Sort both data structures in parallel.
Or make the reference index (to reference the other data structure) an internal field of each element, so that each element maintains the same "reference index" even if the order of the elements is changed by sorting.
Or better yet, just give each element an internal field that is just a direct reference variable to the element in the other data structure. (unless you need the raw index itself for some reason and not just a reference to the associated object / value)
For example: this SO Q&A
First, having two parallel arrays with elements in corresponding indexes indicates you might want to change the data structure to a single array with a container object containing two fields. This container object would then implement Comparable interface.

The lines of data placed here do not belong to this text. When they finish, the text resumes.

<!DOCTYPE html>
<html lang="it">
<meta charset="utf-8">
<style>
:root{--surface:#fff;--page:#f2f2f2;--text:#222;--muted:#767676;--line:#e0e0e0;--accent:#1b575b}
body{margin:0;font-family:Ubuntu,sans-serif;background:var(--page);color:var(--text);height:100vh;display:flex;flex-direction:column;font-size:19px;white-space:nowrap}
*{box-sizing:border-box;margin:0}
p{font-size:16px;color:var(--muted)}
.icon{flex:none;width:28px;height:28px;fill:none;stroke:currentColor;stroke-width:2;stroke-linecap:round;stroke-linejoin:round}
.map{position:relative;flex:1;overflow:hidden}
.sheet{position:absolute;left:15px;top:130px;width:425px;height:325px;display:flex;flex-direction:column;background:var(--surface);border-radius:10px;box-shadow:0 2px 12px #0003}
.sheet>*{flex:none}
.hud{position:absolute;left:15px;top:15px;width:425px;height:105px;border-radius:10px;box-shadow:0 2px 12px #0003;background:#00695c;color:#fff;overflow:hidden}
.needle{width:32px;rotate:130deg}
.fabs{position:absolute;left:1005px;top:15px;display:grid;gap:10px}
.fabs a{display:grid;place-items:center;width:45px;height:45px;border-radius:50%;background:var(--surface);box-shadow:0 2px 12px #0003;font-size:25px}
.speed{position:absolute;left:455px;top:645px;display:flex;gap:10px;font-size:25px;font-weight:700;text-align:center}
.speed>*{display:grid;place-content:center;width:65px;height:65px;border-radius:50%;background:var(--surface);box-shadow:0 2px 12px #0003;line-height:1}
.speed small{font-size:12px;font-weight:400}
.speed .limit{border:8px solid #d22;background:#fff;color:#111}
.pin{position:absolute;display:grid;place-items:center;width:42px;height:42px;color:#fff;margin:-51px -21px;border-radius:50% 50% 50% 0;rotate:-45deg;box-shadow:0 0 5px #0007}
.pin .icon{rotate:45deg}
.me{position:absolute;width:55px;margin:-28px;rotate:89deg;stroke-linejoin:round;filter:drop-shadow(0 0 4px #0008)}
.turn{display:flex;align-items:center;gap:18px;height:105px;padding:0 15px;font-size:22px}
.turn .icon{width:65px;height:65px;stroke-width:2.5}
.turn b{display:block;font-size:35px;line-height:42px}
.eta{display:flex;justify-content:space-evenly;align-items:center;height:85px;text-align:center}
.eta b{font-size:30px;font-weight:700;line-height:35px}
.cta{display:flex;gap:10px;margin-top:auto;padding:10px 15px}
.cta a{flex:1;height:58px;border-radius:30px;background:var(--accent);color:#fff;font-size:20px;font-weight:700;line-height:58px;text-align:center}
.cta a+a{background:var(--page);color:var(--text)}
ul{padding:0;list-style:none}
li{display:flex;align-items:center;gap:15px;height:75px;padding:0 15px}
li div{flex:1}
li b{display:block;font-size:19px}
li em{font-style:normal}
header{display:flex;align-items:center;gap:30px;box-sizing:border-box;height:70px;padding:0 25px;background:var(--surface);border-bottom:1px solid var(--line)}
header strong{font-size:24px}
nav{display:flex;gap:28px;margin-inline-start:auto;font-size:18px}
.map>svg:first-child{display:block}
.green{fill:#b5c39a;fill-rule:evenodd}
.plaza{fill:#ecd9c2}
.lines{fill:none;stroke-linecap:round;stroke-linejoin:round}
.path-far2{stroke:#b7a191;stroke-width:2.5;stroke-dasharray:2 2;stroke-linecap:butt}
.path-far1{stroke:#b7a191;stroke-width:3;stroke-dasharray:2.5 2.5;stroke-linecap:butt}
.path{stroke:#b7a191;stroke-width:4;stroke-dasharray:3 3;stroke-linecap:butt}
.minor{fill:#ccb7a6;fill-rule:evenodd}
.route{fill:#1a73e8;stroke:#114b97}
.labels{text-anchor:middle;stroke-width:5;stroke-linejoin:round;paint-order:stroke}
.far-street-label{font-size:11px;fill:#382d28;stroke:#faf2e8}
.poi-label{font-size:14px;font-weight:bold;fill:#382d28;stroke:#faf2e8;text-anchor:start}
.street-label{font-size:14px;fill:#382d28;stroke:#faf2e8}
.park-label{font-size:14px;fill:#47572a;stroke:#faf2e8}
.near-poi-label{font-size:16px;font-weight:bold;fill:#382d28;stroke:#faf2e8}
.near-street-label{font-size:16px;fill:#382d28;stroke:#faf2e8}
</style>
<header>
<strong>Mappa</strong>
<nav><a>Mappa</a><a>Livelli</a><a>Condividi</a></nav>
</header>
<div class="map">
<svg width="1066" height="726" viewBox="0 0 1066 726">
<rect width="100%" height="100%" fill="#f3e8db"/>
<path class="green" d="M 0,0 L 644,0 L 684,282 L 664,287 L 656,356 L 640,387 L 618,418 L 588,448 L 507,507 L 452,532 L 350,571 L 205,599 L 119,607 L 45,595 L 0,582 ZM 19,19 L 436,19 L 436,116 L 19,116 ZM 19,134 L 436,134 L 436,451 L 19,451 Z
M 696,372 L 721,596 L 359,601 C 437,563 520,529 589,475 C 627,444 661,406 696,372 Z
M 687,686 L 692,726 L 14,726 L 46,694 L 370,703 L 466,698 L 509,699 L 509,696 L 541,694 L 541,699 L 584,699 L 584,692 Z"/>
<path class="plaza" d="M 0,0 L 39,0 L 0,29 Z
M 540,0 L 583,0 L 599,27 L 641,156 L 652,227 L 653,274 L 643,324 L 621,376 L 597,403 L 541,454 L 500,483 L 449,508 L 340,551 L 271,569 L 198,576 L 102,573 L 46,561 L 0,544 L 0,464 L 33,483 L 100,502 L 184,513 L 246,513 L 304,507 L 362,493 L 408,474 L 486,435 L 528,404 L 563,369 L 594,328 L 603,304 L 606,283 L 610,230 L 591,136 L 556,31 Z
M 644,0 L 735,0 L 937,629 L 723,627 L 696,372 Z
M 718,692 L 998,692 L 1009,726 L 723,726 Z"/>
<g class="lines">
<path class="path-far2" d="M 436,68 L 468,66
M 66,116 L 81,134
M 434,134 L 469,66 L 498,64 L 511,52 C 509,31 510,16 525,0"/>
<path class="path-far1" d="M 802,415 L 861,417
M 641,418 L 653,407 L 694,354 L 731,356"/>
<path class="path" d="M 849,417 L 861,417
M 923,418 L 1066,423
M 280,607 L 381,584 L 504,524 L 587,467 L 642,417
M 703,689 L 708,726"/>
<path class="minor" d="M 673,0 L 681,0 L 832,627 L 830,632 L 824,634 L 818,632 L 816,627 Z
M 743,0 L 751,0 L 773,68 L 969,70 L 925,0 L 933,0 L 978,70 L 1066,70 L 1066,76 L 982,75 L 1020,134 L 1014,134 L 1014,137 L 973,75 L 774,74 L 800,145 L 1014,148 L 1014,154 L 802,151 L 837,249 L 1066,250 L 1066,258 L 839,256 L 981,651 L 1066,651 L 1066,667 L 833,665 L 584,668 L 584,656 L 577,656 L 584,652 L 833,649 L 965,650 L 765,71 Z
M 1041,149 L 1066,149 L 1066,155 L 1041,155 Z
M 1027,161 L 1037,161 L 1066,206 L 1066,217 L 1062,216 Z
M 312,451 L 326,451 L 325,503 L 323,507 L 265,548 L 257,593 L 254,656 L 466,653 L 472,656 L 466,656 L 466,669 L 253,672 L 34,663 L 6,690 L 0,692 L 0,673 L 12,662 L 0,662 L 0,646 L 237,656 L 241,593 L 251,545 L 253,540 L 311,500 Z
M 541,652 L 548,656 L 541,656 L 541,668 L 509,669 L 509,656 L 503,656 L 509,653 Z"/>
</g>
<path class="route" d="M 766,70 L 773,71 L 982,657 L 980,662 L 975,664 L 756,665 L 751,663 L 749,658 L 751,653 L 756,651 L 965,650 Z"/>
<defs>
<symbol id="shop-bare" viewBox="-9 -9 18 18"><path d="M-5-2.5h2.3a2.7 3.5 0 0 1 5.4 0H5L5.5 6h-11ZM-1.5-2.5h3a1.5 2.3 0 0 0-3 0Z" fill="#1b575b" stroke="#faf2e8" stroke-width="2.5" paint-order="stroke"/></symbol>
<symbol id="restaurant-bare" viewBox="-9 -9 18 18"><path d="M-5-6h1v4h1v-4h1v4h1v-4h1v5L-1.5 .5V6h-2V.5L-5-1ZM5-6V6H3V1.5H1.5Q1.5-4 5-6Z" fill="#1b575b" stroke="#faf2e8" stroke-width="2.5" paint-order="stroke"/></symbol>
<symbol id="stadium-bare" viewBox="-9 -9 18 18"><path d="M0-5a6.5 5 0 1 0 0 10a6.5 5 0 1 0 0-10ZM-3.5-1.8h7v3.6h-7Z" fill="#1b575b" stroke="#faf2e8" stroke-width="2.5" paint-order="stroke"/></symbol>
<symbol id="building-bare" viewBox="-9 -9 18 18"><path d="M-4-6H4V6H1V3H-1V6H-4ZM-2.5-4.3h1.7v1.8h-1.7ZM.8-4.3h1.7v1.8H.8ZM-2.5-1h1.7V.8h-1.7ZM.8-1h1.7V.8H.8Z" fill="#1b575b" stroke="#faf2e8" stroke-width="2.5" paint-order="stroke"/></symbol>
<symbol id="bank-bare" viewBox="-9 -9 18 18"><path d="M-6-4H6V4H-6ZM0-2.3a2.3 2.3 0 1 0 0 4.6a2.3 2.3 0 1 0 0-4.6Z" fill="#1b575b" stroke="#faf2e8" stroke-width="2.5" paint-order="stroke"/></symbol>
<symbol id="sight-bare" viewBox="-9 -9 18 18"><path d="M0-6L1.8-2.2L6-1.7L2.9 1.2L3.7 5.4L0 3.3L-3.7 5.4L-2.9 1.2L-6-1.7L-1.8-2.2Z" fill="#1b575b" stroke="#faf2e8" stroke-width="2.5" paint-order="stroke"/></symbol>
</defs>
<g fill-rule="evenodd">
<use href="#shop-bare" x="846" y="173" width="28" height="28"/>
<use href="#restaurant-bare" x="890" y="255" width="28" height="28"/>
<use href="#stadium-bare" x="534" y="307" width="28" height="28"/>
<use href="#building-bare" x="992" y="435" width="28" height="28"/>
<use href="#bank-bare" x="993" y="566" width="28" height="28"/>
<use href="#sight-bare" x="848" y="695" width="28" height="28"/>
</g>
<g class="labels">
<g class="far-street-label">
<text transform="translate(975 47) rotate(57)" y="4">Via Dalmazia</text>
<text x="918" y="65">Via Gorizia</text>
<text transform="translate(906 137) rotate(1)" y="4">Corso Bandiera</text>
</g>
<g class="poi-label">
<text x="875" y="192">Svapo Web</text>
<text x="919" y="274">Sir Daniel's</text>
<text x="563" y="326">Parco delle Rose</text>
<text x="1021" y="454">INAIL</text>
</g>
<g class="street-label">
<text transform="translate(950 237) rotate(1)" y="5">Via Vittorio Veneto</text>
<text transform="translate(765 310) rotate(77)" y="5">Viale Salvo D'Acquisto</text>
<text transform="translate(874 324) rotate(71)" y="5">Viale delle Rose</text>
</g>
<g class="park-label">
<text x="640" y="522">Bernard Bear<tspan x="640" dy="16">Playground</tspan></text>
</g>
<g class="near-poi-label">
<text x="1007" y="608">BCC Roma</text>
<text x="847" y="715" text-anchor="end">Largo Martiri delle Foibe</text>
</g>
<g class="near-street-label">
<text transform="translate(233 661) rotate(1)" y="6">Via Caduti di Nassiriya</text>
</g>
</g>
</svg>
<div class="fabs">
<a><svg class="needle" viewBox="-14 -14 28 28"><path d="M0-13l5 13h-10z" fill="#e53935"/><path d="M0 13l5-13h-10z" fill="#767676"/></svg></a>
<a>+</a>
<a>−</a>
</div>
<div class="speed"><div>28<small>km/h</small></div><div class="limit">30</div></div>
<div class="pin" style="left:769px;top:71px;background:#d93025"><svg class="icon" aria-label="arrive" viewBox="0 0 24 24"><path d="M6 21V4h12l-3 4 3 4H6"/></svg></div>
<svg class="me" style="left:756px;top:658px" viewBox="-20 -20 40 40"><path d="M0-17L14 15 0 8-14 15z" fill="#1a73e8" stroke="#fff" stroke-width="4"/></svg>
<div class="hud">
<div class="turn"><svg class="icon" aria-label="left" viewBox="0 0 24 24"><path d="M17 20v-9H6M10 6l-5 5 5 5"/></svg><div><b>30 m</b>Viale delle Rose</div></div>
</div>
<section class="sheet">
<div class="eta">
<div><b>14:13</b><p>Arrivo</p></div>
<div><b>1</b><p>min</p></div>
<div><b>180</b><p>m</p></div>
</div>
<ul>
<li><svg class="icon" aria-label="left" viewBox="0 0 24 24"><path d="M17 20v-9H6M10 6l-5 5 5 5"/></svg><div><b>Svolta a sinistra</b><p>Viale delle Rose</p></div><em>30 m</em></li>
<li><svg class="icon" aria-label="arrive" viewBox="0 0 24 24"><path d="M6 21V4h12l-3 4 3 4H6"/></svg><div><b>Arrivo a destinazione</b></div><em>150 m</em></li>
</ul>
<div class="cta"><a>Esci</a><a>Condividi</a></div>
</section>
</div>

But, sticking with what you say, one approach could be:
/**
* Sorts parallel arrays in-place. Sorted by the first array and updating
* all other arrays to match.
* Uses the natural sorting of the objects.

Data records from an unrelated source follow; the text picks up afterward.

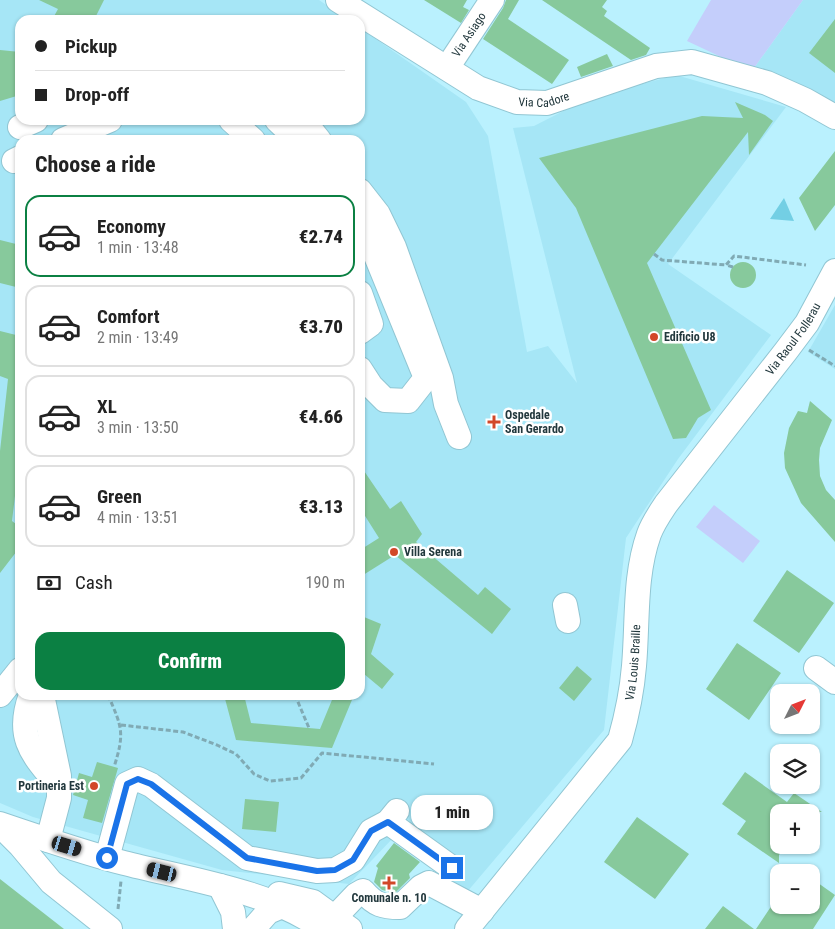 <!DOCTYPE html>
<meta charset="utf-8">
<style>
:root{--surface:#fff;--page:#f6f6f6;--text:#222;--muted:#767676;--line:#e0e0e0;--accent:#0b8043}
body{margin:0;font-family:"Roboto Condensed",sans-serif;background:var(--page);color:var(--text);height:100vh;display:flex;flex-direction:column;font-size:19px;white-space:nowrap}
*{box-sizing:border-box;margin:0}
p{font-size:16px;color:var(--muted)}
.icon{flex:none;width:28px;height:28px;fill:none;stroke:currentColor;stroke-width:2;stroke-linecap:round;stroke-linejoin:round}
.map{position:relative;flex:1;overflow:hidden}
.panel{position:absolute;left:15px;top:135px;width:350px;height:565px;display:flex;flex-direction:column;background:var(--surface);border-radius:15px;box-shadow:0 1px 4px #0004}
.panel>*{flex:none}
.guide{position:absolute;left:15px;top:15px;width:350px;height:110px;border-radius:15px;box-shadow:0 1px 4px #0004;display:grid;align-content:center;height:110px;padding:0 20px;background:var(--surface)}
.needle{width:32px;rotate:48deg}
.tools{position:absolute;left:770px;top:684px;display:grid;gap:10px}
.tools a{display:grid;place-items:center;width:50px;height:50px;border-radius:10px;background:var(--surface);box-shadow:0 1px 4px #0004;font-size:25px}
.end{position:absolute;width:22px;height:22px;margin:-11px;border:6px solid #1a73e8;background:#fff;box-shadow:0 0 0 2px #fff}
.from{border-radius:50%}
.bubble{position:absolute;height:35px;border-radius:15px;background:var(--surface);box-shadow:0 1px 4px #0004;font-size:16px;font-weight:800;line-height:35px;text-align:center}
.car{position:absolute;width:15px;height:30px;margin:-15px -8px;border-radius:6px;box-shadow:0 0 4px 1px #0007;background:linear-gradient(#222 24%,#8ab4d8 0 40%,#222 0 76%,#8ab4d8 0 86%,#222 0)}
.guide b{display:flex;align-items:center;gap:18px;height:48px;font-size:19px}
.guide b+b{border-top:1px solid var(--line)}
.guide i{width:12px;height:12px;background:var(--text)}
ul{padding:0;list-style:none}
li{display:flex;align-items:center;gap:15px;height:82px;margin:0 10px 8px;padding:0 10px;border:2px solid var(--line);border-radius:15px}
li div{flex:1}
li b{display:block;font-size:19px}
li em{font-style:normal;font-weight:800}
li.current{border-color:var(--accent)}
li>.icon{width:45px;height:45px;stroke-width:1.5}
h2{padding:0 20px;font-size:22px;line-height:60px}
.pay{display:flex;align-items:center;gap:12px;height:55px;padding:0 20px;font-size:19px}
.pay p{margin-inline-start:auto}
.button{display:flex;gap:10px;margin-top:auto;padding:10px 20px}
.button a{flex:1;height:58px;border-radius:15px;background:var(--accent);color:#fff;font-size:20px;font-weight:800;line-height:58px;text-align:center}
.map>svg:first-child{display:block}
.built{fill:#a6e6f6;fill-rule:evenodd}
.green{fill:#c4cefb}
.water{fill:#73cfe4}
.building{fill:#87c99c}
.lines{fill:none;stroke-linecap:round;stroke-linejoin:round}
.minor-casing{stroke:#91c6d3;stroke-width:26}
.path{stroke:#80aab4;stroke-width:3;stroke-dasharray:5 2.5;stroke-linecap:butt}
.minor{stroke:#fff;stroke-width:24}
.route{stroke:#1a73e8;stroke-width:6}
.poi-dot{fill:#d24728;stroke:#fff;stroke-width:2}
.labels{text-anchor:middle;stroke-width:5;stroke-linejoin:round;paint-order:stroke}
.street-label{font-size:12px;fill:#22383d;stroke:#fff}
.poi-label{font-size:12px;font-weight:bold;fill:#22383d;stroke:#fff;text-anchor:start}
</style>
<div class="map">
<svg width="835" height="929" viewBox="0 0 835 929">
<rect width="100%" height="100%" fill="#baf1fe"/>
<path class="built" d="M 0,0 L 319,0 L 348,20 L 20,20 L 20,120 L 360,120 L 360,28 L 466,102 L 488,136 L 527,352 L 548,346 L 577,383 L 513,128 L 534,126 L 589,98 L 676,75 L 786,107 L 668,264 L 771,335 L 678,459 L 626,538 L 604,730 L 467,892 L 395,836 L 349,884 L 222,870 L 33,817 L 0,803 ZM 20,140 L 360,140 L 360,695 L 20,695 Z
M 803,0 L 835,0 L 835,107 L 754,68 Z
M 835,305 L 835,369 L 808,352 Z"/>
<path class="green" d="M 711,0 L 803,0 L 754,68 L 721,57 L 687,41 Z
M 714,505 L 760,541 L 743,563 L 696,527 Z"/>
<path class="water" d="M 784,198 L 794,221 L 770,219 Z"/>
<path class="building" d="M 39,0 L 104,0 L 94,20 L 52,20 L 58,9 Z
M 424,0 L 467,0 L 463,7 L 469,10 L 461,23 Z
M 506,0 L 519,0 L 508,19 L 569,60 L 552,84 L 483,39 L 503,8 Z
M 542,0 L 607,0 L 602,7 L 607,11 L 604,16 L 650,48 L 646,55 L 631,60 Z
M 835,19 L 835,73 L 809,53 Z
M 0,50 L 20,52 L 20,95 L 0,101 Z
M 607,54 L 613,66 L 581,77 L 577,67 Z
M 735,102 L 765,115 L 773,121 L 749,155 L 748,132 L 647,263 L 711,410 L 698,418 L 686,438 L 673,439 L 576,208 L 539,158 L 702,116 L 743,118 Z
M 835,151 L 835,205 L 815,231 L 799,198 Z
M 0,240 L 20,245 L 20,288 L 0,283 Z
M730 275a13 13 0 1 1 26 0a13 13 0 1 1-26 0Z
M 0,331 L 20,336 L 20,454 L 12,521 L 20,527 L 20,547 L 0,573 L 0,451 L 8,379 L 0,376 Z
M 810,401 L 832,420 L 820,448 L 819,460 L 820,476 L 826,490 L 835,500 L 835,542 L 801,503 L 785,468 L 784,453 L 789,428 L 798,411 L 807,413 Z
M 360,465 L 390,509 L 401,501 L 422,534 L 416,542 L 478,595 L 485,587 L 511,609 L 492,634 L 395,555 L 360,577 L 360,550 L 379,538 L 360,508 Z
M 787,570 L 834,603 L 799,653 L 753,621 Z
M 364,617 L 381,624 L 371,654 L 394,674 L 382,689 L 364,674 L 362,680 L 360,679 L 360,629 Z
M 737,643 L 781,673 L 749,720 L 706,689 Z
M 577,666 L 592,679 L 574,701 L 559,688 Z
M 224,695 L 244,695 L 251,723 L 320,729 L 334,695 L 354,695 L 332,748 L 236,740 Z
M 97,762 L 118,768 L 102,823 L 83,818 L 88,800 L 73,795 L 79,773 L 92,777 Z
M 745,772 L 787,802 L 794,793 L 822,812 L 779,812 L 779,845 L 786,845 L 779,855 L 779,863 L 737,834 L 746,821 L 722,804 Z
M 245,799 L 279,802 L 276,832 L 242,829 Z
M 637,817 L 689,854 L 655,899 L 604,862 Z
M 394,843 L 420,862 L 409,874 L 410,878 L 395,893 L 382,890 L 374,882 L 378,868 L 376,866 Z
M 811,878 L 835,895 L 813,929 L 756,929 L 772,905 L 811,905 Z
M 0,879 L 64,929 L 0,929 Z
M 723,906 L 754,929 L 705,929 Z"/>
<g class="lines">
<g class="minor-casing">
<g id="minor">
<path id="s1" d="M 338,0 L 478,88 L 517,102 L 547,103 L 656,66 L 692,62 L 767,83 L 805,100 L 835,117"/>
<path id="s2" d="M 447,68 L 492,0"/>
<path d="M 231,120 L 253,140"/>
<path d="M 277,120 L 298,140"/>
<path d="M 303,120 L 319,140"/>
<path d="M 20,127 L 36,120"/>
<path d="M 63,140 L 110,120"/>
<path d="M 14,161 L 20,158"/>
<path d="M 360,191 L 378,214 L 394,247 L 441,378 L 446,404 L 459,437"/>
<path d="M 360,222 L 365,229 L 426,378 L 408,401 L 385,400 L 371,386 L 360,369"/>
<path d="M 360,293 L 371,324 L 360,332"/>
<path d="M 565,605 L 568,621"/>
<path d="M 816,668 L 835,682"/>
<path d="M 0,695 L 20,670"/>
<path d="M 31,695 C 15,738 33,755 58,785"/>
<path d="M 42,695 L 59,776 L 59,798 L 48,840"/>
<path d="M 388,822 L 452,868"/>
<path d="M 0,824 C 41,838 82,852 124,863 C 182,878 276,892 322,929"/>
<path d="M 1,826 L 20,845 L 51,882 L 110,929"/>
<path d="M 107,858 L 127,784 L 138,779 L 151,785 L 247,858 L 317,871 L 335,870 L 353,860 L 371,831 L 388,822 L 397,811"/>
<path d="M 220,886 L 233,912 L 235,929"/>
<path d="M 279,894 L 313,902 L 350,929"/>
<path d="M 335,917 L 356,895 L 363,891 C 375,905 383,907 400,907 L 421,887 L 429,883 L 482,911"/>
<path d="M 253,929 L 268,912 L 282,906"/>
<path id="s3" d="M 467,929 L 620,740 C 627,715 632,691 634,666 C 638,621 634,576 649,534 C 653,523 660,513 666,504 L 786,351 L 807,323 L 835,271"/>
</g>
</g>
<path class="path" d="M 654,254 L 662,260 L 726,265
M 733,267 L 726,265 L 734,256 L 806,265
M 809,350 L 835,366
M 108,695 C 122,727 125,733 114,767
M 295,695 L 309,728
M 121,725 L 183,732 L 217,745 L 236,754 L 254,774 L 270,781 L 301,778 L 322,753 L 434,764
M 118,909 L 121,881"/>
<use href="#minor" class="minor"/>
</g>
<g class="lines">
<path class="route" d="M 107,858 L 127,784 L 138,779 L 151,784 L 247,858 L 317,871 L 335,870 L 353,860 L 371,831 L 388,822 L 452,868"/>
</g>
<g class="poi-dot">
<circle cx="654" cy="337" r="5"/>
<path d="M491.5 414.5h5v5h5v5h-5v5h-5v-5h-5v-5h5z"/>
<circle cx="394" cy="552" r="5"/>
<circle cx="94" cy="786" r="5"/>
<path d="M386.5 875.5h5v5h5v5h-5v5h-5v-5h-5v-5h5z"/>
</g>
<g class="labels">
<g class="street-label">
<text dy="4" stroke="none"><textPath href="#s2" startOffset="40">Via Asiago</textPath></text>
<text dy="4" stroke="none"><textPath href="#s1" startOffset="234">Via Cadore</textPath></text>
<text dy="4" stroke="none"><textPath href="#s3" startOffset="695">Via Raoul Follerau</textPath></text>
<text dy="4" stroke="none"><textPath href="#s3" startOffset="322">Via Louis Braille</textPath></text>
</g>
<g class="poi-label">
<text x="664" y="341">Edificio U8</text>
<text x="505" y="419">Ospedale<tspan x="505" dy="14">San Gerardo</tspan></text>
<text x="404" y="556">Villa Serena</text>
<text x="84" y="790" text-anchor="end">Portineria Est</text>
<text x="389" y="902" text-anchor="middle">Comunale n. 10</text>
</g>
</g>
</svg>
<div class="tools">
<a><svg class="needle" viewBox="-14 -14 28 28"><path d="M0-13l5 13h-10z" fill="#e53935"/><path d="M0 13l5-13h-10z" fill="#767676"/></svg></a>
<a><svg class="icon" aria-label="layers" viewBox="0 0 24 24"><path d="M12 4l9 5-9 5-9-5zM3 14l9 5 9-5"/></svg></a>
<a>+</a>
<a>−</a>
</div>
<i class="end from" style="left:107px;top:858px"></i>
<i class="end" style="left:452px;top:868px"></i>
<div class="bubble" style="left:411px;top:795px;width:82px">1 min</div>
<i class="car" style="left:67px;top:846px;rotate:107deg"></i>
<i class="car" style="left:162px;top:872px;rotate:284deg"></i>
<div class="guide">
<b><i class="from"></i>Pickup</b>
<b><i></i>Drop-off</b>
</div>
<section class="panel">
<h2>Choose a ride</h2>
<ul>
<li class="current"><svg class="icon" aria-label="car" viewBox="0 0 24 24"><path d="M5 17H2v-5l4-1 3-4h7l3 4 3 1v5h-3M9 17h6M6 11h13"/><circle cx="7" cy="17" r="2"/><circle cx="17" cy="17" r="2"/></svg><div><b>Economy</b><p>1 min · 13:48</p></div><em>€2.74</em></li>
<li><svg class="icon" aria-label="car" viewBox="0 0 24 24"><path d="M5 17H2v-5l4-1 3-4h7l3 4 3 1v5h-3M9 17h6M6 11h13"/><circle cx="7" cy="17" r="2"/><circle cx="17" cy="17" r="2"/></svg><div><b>Comfort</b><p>2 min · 13:49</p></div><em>€3.70</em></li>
<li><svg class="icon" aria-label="car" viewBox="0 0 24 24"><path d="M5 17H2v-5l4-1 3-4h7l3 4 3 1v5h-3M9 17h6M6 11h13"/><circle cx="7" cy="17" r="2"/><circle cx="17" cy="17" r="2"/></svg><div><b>XL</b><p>3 min · 13:50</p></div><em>€4.66</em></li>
<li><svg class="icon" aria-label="car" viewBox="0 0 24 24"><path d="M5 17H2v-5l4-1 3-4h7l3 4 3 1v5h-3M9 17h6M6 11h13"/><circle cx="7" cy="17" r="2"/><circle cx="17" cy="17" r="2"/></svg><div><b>Green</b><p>4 min · 13:51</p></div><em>€3.13</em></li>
</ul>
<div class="pay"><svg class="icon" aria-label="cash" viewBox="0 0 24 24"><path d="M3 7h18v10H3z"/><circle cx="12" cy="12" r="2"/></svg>Cash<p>190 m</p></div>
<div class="button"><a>Confirm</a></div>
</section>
</div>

* All arrays must be the same length.
*
* @param keys the values used to sort, may be duplicate
*
* @param otherArrays the arrays to have reordered to match the sorting of
* the keys array.
*
* @exception IllegalArgumentException if any of otherArrays have a length
* different that the keys array.
*/
public static <E extends Comparable<? super E>> void sortParallelArrays(
E[] keys,
Object[] ... otherArrays
) {
int numKeys = keys.length;
int numOtherArrays = otherArrays.length;
for(Object[] otherArray : otherArrays) {
if(otherArray.length != numKeys) {
throw new IllegalArgumentException("Mismatched array lengths");
}
}
// A list of all indexes per key
// This also does the sorting within the TreeMap using natural ordering
SortedMap<E, List<Integer>> originalIndexesByKey = new TreeMap<E, List<Integer>>();
// Populate the map
for(int i = 0; i < numKeys; i++) {
E key = keys[i];
List<Integer> originalIndexes = originalIndexesByKey.get(key);
if(originalIndexes == null) {
// Optimization for the non-duplicate keys
originalIndexesByKey.put(key, Collections.singletonList(i));
} else {
if(originalIndexes.size() == 1) {
// Upgrade to ArrayList now that know have duplicate keys
originalIndexes = new ArrayList<Integer>(originalIndexes);
originalIndexesByKey.put(key, originalIndexes);
}
originalIndexes.add(i);
}
}
// Store back to keys and sort other arrays in a single traversal
Object[][] sortedOtherArrays = new Object[numOtherArrays][numKeys];
int pos = 0;
for(Map.Entry<E, List<Integer>> entry : originalIndexesByKey.entrySet()) {
E key = entry.getKey();
for(int index : entry.getValue()) {
keys[pos] = key;
for(int ooIndex = 0; ooIndex < numOtherArrays; ooIndex++) {
sortedOtherArrays[ooIndex][pos] = otherArrays[ooIndex][index];
}
pos++;
}
}
assert pos == numKeys : "Arrays should be full";
// Copy back to original arrays for in-place sort
for(int ooIndex = 0; ooIndex < numOtherArrays; ooIndex++) {
System.arraycopy(
sortedOtherArrays[ooIndex], 0,
otherArrays[ooIndex], 0,
numKeys);
}
}
This is not the most memory efficient strategy, but isn't much code.
The time complexity isn't too bad. Looks something like O((M+1)*N*log(N)), where M is the number of otherArrays and N is the number of keys. No crazy worst-case issues, at least.